Your task | Leave out the pictures and repeat every record exactly.

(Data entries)
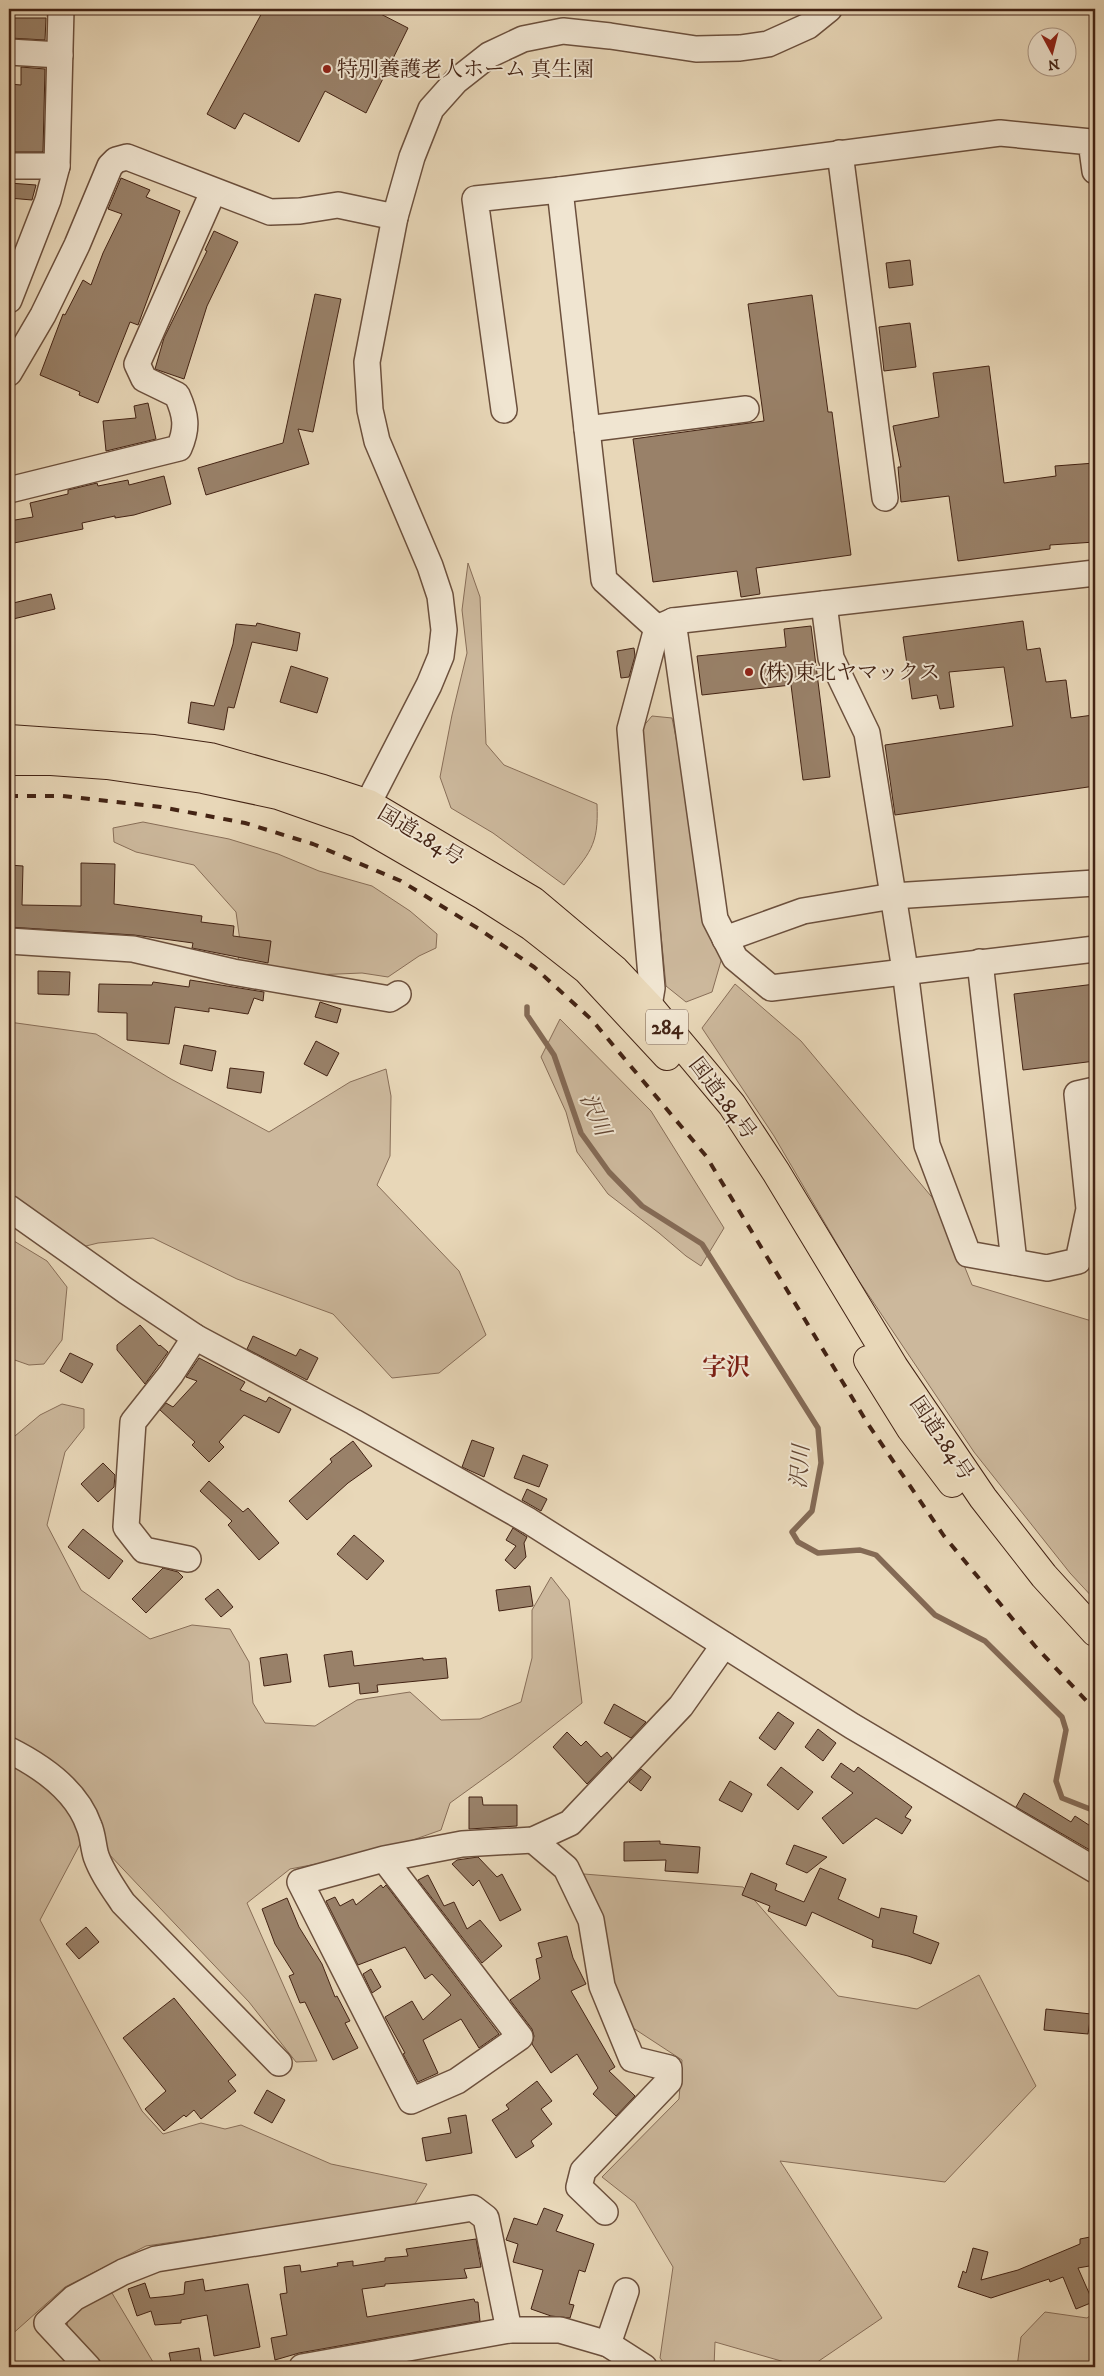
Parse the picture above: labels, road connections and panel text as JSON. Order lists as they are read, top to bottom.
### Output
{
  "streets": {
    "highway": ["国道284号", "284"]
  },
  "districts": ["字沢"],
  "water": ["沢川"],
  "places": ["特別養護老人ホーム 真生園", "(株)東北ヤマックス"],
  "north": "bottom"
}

Answer to the problem |
Parse the picture above: labels, road connections and panel text as JSON. Order lists as they are read, top to bottom.
### Output
{
  "streets": {
    "highway": ["国道284号", "284"]
  },
  "districts": ["字沢"],
  "water": ["沢川"],
  "places": ["特別養護老人ホーム 真生園", "(株)東北ヤマックス"],
  "north": "bottom"
}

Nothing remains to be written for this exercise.